Eighth Graders March in Honor of a Peer

Jack Russell Smith

Jack Russell Smith

As eighth grade students at the University School of Milwaukee in Wisconsin begin their Vietnam War unit, their American history teacher, Chuck Taft, displays the photo of Jack Russell Smith. He asks if his class if there is anything familiar about this young man.

Inevitably, a student notices that Smith is wearing the same tie that the boys in this class will don in just a few weeks at their graduation ceremony. He has such a young face; the students’ jaws drop when they hear that the photo is a senior picture. It was taken before he went to fight in April of 1970.

“I learned about Vietnam the wrong way: through Hollywood,” Taft said. “I want to make sure the story is told the right way. And I think the best way to teach is through a personal connection.”

Taft joined VVMF’s Teach Vietnam Teachers Network in 2003. He has been taking students on annual trips to Washington, D.C. since 2008.

“[The Wall] is the highlight of the trip,” Taft said. “I left a University School shirt at The Wall.”

Smith was killed on May 14, 1970 as he was flying over Cambodia. This lesson of service and sacrifice inspired Taft’s 84 students to participate in a service learning experience in honor of Memorial Day. Together with members of the Milwaukee community, they walked around the USM campus 3,200 times, the equivalent of 800 miles; nearly the distance from Milwaukee to Washington, D.C. The 2013 March to the Memorials fundraiser generated over $3,700 for VVMF, Stars and Stripes Honor Flights and DryHootch in Milwaukee.

“I consider it my service to make sure these guys are never forgotten,” Taft said.

It was in Smith’s name that the students of USM and Taft made a donation to the Vietnam Veterans Memorial Fund in support of building the Education Center at The Wall. There, Smith’s photo will be on display forever.
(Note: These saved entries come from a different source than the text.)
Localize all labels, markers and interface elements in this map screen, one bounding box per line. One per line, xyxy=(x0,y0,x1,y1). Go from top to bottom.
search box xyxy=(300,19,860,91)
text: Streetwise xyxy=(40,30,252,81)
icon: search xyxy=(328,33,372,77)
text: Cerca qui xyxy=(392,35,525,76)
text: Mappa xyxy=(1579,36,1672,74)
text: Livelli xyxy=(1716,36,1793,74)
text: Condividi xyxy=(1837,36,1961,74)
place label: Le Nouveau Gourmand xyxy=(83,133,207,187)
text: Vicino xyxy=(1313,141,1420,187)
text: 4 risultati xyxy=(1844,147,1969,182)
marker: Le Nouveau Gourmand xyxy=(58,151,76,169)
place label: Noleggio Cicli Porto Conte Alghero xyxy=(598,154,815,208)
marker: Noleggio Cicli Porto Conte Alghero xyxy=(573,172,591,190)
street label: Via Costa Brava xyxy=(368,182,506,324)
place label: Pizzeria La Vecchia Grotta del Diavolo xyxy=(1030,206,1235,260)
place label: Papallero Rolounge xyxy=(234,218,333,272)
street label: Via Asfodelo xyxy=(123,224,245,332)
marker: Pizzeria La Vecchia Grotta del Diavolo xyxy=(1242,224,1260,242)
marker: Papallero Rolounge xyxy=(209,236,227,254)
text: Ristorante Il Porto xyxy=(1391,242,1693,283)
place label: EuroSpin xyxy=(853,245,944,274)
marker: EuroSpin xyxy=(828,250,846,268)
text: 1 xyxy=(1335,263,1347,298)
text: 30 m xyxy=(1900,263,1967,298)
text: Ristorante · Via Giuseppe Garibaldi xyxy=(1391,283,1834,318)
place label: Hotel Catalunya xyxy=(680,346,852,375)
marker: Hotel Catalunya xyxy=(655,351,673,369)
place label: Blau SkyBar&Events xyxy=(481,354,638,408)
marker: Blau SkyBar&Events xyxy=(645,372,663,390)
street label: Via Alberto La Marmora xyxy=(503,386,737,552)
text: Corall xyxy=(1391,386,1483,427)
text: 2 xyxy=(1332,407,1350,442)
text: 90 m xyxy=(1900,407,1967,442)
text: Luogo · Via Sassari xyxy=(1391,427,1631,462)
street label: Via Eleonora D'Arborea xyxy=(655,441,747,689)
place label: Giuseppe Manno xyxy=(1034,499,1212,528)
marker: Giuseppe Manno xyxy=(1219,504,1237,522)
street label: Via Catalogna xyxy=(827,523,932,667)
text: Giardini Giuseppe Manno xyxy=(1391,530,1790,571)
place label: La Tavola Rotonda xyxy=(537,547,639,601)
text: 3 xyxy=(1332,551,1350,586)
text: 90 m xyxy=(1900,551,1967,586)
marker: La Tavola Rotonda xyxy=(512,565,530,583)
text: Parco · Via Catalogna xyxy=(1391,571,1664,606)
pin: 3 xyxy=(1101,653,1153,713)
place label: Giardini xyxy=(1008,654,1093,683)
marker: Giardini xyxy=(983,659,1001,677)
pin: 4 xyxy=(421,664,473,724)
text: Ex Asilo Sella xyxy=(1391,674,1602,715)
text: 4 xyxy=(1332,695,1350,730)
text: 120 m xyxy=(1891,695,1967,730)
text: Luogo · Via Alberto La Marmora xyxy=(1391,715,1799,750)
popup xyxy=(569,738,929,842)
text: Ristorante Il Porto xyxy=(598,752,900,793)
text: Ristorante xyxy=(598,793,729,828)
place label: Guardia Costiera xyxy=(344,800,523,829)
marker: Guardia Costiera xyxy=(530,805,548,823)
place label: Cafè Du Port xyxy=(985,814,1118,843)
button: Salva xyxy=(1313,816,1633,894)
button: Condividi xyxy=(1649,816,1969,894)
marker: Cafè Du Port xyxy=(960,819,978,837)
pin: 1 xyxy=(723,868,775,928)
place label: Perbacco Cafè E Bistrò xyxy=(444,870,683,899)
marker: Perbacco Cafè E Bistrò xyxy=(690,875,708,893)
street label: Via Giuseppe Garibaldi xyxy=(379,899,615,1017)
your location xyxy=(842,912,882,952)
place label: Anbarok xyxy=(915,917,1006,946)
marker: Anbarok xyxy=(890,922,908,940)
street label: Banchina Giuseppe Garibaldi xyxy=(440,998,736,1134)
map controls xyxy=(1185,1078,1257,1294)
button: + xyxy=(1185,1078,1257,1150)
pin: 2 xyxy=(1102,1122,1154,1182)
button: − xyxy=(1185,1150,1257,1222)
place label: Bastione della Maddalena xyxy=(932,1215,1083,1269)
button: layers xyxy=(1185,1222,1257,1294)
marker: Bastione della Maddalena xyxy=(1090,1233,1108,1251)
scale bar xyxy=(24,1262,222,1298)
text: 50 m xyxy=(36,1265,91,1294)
The Education Center will be a place on our National Mall where our military heroes’ stories and sacrifice will never be forgotten. With plans to begin construction in 2014, the Center is a technologically-innovative learning facility to be built on the grounds of the Vietnam Veterans and Lincoln Memorials. Visitors will better understand the profound impact that the Vietnam War and other wars had on their friends and family members, their hometowns and the nation. The Center will feature the faces and stories of the more than 58,000 men and women on The Wall, honoring those who fell in Vietnam, those who fought and returned, as well as the friends and families of all who served. The Center will also celebrate the legacy of service that links the heroes of America’s past to those still serving today.

“I cannot wait to take [the students] to the Education Center once it is finished!” Taft said. “It will benefit my students well into the future.”